With RTL’s long-term benefits, DA silences critics
The Rice Tariffication Law (RTL), according to the Department of Agriculture (DA), has resulted in higher local production and yield, a more cheap and steady supply of rice, and additional benefits for farmers.
In response to critics, DA spokesman Noel Reyes said in a Viber message on Monday that beginning this month, more than 1.6 million Filipino rice farmers with a land area of two hectares or less will receive a share of the PHP7.6 billion excess tariff collected from rice imports over the previous two years, as indicated in the RTL.
The monetary assistance will be distributed through the Intervention Monitoring Card, which will double as a farmer’s identification and a cash card.
“Marami man pong kumondena, dahil po sa taripa mula sa imported rice, kumikita ng pera ang gobyerno na ngayon nga ay ipapamahagi (Despite criticism, it must be known that the government gained money for distribution to farmers because of the tariff on imported rice),” Reyes added.
Secretary William Dar recently highlighted RTL’s accomplishments under the Rice Competitiveness Enhancement Fund (RCEF), including a 35 percent reduction in rice farmers’ seeding rate requirements.
“Farmers have decreased their seed requirements from 96 kilograms (kg) per hectare (ha) to only 64 kilograms (kg) per ha,” Dar said in a statement.
For 2019-2020 and 2020-2021, there was also a 0.56 metric tons per hectare rise in dry season cultivation.
At P19/kg of dry palay, RCEF farmers generated additional gross revenue of at least P10,000/ha with an average yield increment of 560 kg/ha.
RCEF also permitted the distribution of 1.822 million bags (20kg/bag) of inbred seeds, according to Dar.
On February 14, 2019, President Rodrigo Duterte signed the RTL (Republic Act No. 11203), which replaces quantitative limits on rice imports with tariffs.

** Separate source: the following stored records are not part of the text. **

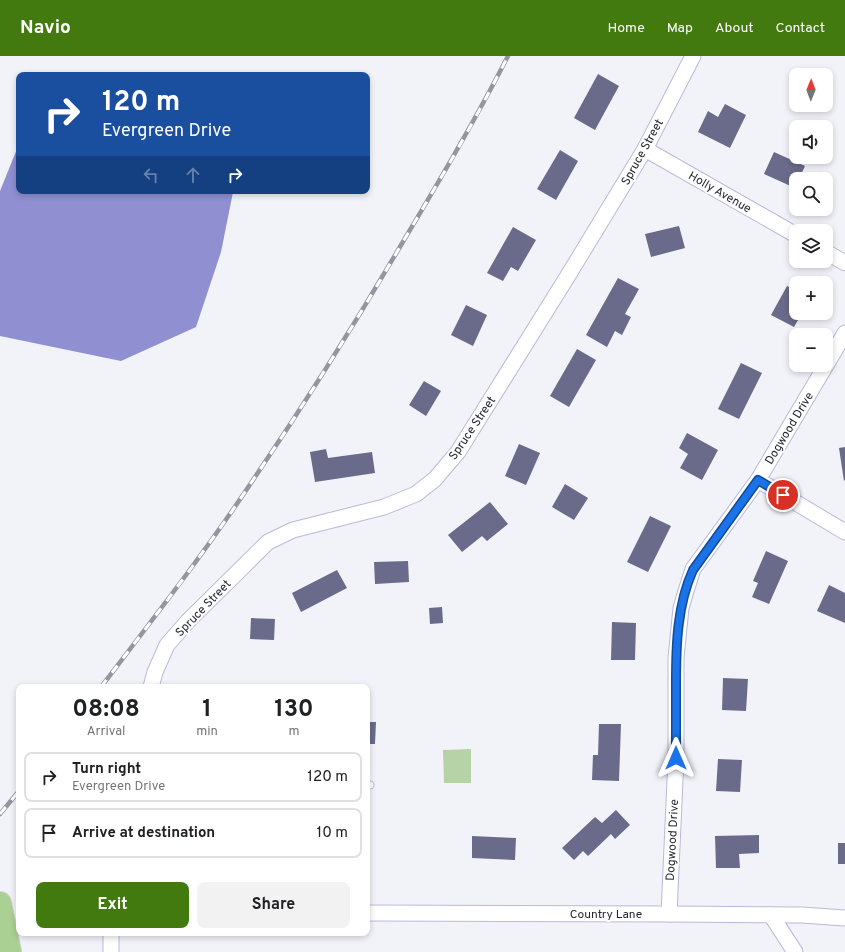 <!DOCTYPE html>
<meta charset="utf-8">
<style>
body{margin:0;font-family:Overpass,sans-serif;background:#f2f2f2;color:#202124;height:100vh;display:flex;flex-direction:column;font-size:15px;white-space:nowrap}
*{box-sizing:border-box;margin:0}
p{font-size:13px;color:#757577}
.icon{flex:none;width:22px;height:22px;fill:none;stroke:currentColor;stroke-width:2;stroke-linecap:round;stroke-linejoin:round}
.map{position:relative;flex:1;overflow:hidden}
.details{position:absolute;left:16px;top:628px;width:354px;height:252px;display:flex;flex-direction:column;background:#fff;border-radius:8px;box-shadow:0 2px 6px #0003}
.details>*{flex:none}
.hud{position:absolute;left:16px;top:16px;width:354px;height:122px;border-radius:8px;box-shadow:0 2px 6px #0003;background:#1a4fa0;color:#fff;overflow:hidden}
.needle{width:26px;rotate:1deg}
.tools{position:absolute;left:789px;top:12px;display:grid;gap:8px}
.tools a{display:grid;place-items:center;width:44px;height:44px;border-radius:8px;background:#fff;box-shadow:0 2px 6px #0003;font-size:20px}
.pin{position:absolute;display:grid;place-items:center;width:34px;height:34px;color:#fff;margin:-17px;border:2px solid #fff;border-radius:50%;box-shadow:0 1px 4px #0007}
.me{position:absolute;width:44px;margin:-22px;rotate:0deg;stroke-linejoin:round;filter:drop-shadow(0 0 3px #0008)}
.turn{display:flex;align-items:center;gap:14px;height:84px;padding:0 20px;font-size:18px}
.turn .icon{width:52px;height:52px;stroke-width:2.5}
.turn b{display:block;font-size:28px;line-height:34px}
.lanes{display:flex;align-items:center;height:38px;padding:0 20px;background:#0003;justify-content:center;gap:20px;direction:ltr}
.lanes .off{opacity:.35}
.eta{display:flex;justify-content:space-evenly;align-items:center;height:68px;text-align:center}
.eta b{font-size:24px;font-weight:700;line-height:28px}
.cta{display:flex;gap:8px;margin-top:auto;padding:8px 20px}
.cta a{flex:1;height:46px;border-radius:8px;background:#437a0f;color:#fff;font-size:16px;font-weight:700;line-height:46px;text-align:center}
.cta a+a{background:#f2f2f2;color:#202124}
ul{padding:0;list-style:none}
li{display:flex;align-items:center;gap:12px;height:50px;margin:0 8px 6px;padding:0 12px;border:2px solid #e0e0e0;border-radius:8px}
li div{flex:1}
li b{display:block;font-size:15px}
li em{font-style:normal}
header{display:flex;align-items:center;gap:24px;box-sizing:border-box;height:56px;padding:0 20px;background:#437a0f;color:#fff}
header strong{font-size:19px}
nav{display:flex;gap:22px;margin-inline-start:auto;font-size:14px}
.map>svg:first-child{display:block}
.green{fill:#b6d2a7}
.water{fill:#8f8fd2}
.building{fill:#6a6b8a}
.lines{fill:none;stroke-linecap:round;stroke-linejoin:round}
.service-casing{stroke:#b9badc;stroke-width:9}
.minor-casing{stroke:#b9badc;stroke-width:17}
.trunk-casing{stroke:#cfcfd2;stroke-width:24}
.service{stroke:#fff;stroke-width:7}
.minor{stroke:#fff;stroke-width:15}
.trunk{stroke:#aad093;stroke-width:22}
.rail-casing{stroke:#94959e;stroke-width:4.5}
.rail{stroke:#fff;stroke-width:3;stroke-dasharray:9;stroke-linecap:butt}
.route-casing{stroke:#114b97;stroke-width:10}
.route{stroke:#1a73e8;stroke-width:7}
.labels{text-anchor:middle;stroke-width:4;stroke-linejoin:round;paint-order:stroke}
.street-label{font-size:12px;fill:#252632;stroke:#fff}
</style>
<header>
<strong>Navio</strong>
<nav><a>Home</a><a>Map</a><a>About</a><a>Contact</a></nav>
</header>
<div class="map">
<svg width="845" height="896" viewBox="0 0 845 896">
<rect width="100%" height="100%" fill="#f2f2f9"/>
<polygon class="green" points="471,693 471,727 444,727 443,694"/>
<polygon class="water" points="19,88 19,135 231,135 233,136 221,196 196,271 121,305 0,280 0,135"/>
<g class="building">
<polygon points="598,18 619,30 595,74 574,62"/>
<polygon points="725,48 746,59 730,92 698,76 708,55 718,61"/>
<polygon points="560,94 578,105 556,144 537,133"/>
<polygon points="774,96 805,110 799,123 796,123 795,132 764,118"/>
<polygon points="679,170 685,192 651,201 645,178"/>
<polygon points="513,171 536,184 518,215 511,211 503,225 487,217"/>
<polygon points="618,222 639,233 625,258 631,261 622,279 615,275 607,291 586,279"/>
<polygon points="787,230 796,235 796,257 802,257 794,271 771,259"/>
<polygon points="466,249 487,259 473,290 451,279"/>
<polygon points="577,293 596,304 569,351 550,340"/>
<polygon points="741,307 762,317 739,363 718,353"/>
<polygon points="424,325 441,335 426,360 409,349"/>
<polygon points="687,377 718,394 702,424 680,412 688,398 679,392"/>
<polygon points="519,388 540,397 526,429 505,420"/>
<polygon points="845,391 845,424 844,425 839,392"/>
<polygon points="326,393 328,402 372,396 375,417 315,426 310,396"/>
<polygon points="565,428 588,442 574,464 552,451"/>
<polygon points="490,446 508,468 487,485 482,480 462,496 448,479"/>
<polygon points="650,460 671,470 648,516 627,506"/>
<polygon points="766,495 788,505 769,548 752,541 758,527 753,525"/>
<polygon points="408,505 409,526 375,528 374,506"/>
<polygon points="337,514 347,532 301,556 292,537"/>
<polygon points="829,529 845,537 845,567 817,555"/>
<polygon points="442,551 443,567 430,568 429,552"/>
<polygon points="251,562 275,563 274,584 250,583"/>
<polygon points="612,566 636,567 635,604 611,604"/>
<polygon points="723,622 748,623 746,655 722,654"/>
<polygon points="367,666 376,666 375,688 367,688"/>
<polygon points="599,668 621,668 619,725 592,724 593,699 598,699"/>
<polygon points="718,703 742,704 740,736 716,735"/>
<polygon points="616,754 630,769 615,783 611,778 588,800 583,795 574,804 562,792 595,761 602,767"/>
<polygon points="759,779 759,797 739,798 740,812 716,812 715,780"/>
<polygon points="472,780 516,782 515,804 472,802"/>
<rect x="838" y="787" width="7" height="21"/>
</g>
<g class="lines">
<g class="service-casing">
<polyline id="service" points="367,729 370,729"/>
</g>
<g class="minor-casing">
<g id="minor">
<polyline points="645,93 796,179"/>
<polyline points="826,196 845,207"/>
<polyline points="758,424 845,476"/>
<polyline points="151,631 155,616 167,589 188,565 268,486 293,474 384,451 416,438 435,423 458,396 569,218 645,93 693,0"/>
<polyline points="367,857 669,858 802,859 845,862"/>
<polyline points="669,858 676,702 676,602 681,552 686,535 693,513 758,424 845,277"/>
<polyline points="771,859 795,896"/>
<polyline points="111,877 111,896"/>
</g>
</g>
<g class="trunk-casing">
<polyline id="trunk" points="0,847 10,896"/>
</g>
<use href="#service" class="service"/>
<use href="#minor" class="minor"/>
<use href="#trunk" class="trunk"/>
<g class="rail-casing">
<g id="rail">
<path d="M101,631C153,563 206,495 253,424C306,346 356,266 404,184C440,124 476,63 508,0"/>
<polyline points="0,758 19,735"/>
</g>
</g>
<use href="#rail" class="rail"/>
</g>
<g class="lines">
<g class="route-casing">
<path id="route" d="M676,702C676,677 676,652 676,628C676,590 677,549 693,514L758,424L783,439"/>
</g>
<use href="#route" class="route"/>
</g>
<g class="labels">
<g class="street-label">
<text transform="translate(642 96) rotate(-61)" y="4">Spruce Street</text>
<text transform="translate(720 136) rotate(30)" y="4">Holly Avenue</text>
<text transform="translate(472 372) rotate(-56)" y="4">Spruce Street</text>
<text transform="translate(789 372) rotate(-59)" y="4">Dogwood Drive</text>
<text transform="translate(203 552) rotate(-46)" y="4">Spruce Street</text>
<text transform="translate(672 784) rotate(-87)" y="4">Dogwood Drive</text>
<text x="606" y="862">Country Lane</text>
</g>
</g>
</svg>
<div class="tools">
<a><svg class="needle" viewBox="-14 -14 28 28"><path d="M0-13l5 13h-10z" fill="#e53935"/><path d="M0 13l5-13h-10z" fill="#757577"/></svg></a>
<a><svg class="icon" aria-label="sound" viewBox="0 0 24 24"><path d="M4 9h4l5-4v14l-5-4H4zM17 9q2 3 0 6"/></svg></a>
<a><svg class="icon" aria-label="search" viewBox="0 0 24 24"><circle cx="10" cy="10" r="6"/><path d="M15 15l6 6"/></svg></a>
<a><svg class="icon" aria-label="layers" viewBox="0 0 24 24"><path d="M12 4l9 5-9 5-9-5zM3 14l9 5 9-5"/></svg></a>
<a>+</a>
<a>−</a>
</div>
<div class="pin" style="left:783px;top:439px;background:#d93025"><svg class="icon" aria-label="arrive" viewBox="0 0 24 24"><path d="M6 21V4h12l-3 4 3 4H6"/></svg></div>
<svg class="me" style="left:676px;top:702px" viewBox="-20 -20 40 40"><path d="M0-17L14 15 0 8-14 15z" fill="#1a73e8" stroke="#fff" stroke-width="4"/></svg>
<div class="hud">
<div class="turn"><svg class="icon" aria-label="right" viewBox="0 0 24 24"><path d="M7 20v-9h11M14 6l5 5-5 5"/></svg><div><b>120 m</b>Evergreen Drive</div></div>
<div class="lanes"><svg class="icon off" aria-label="left" viewBox="0 0 24 24"><path d="M17 20v-9H6M10 6l-5 5 5 5"/></svg><svg class="icon off" aria-label="ahead" viewBox="0 0 24 24"><path d="M12 20V5M6 11l6-6 6 6"/></svg><svg class="icon" aria-label="right" viewBox="0 0 24 24"><path d="M7 20v-9h11M14 6l5 5-5 5"/></svg></div>
</div>
<section class="details">
<div class="eta">
<div><b>08:08</b><p>Arrival</p></div>
<div><b>1</b><p>min</p></div>
<div><b>130</b><p>m</p></div>
</div>
<ul>
<li><svg class="icon" aria-label="right" viewBox="0 0 24 24"><path d="M7 20v-9h11M14 6l5 5-5 5"/></svg><div><b>Turn right</b><p>Evergreen Drive</p></div><em>120 m</em></li>
<li><svg class="icon" aria-label="arrive" viewBox="0 0 24 24"><path d="M6 21V4h12l-3 4 3 4H6"/></svg><div><b>Arrive at destination</b></div><em>10 m</em></li>
</ul>
<div class="cta"><a>Exit</a><a>Share</a></div>
</section>
</div>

“The purpose of the government’s drive to reform the rice industry was to promote food security for all and provide better support to rice farmers,” Socioeconomic Planning Secretary Karl Kendrick Chua earlier stated.
“We want to make sure that all Filipinos can buy rice, particularly the poor, who spend up to 30% of their food budget on rice, and that rice farmers have better tools to increase output through improved seeds and equipment,” he added.
The law is expected to accelerate agricultural growth and facilitate the structural transformation of the economy, according to studies by the National Economic and Development Authority (NEDA), International Rice Research Institute, and International Food Policy Research Institute, with the gross domestic product, increasing by at least 0.13 percent compared to the baseline in 2025.
“More crucially, the RTL is expected to lower the share of malnourished children and the population at risk of hunger in the country by 2.8 percent and 15.4 percent, respectively, by 2025.” “This equates to around 2.1 million fewer people at risk of hunger and malnutrition,” according to the NEDA.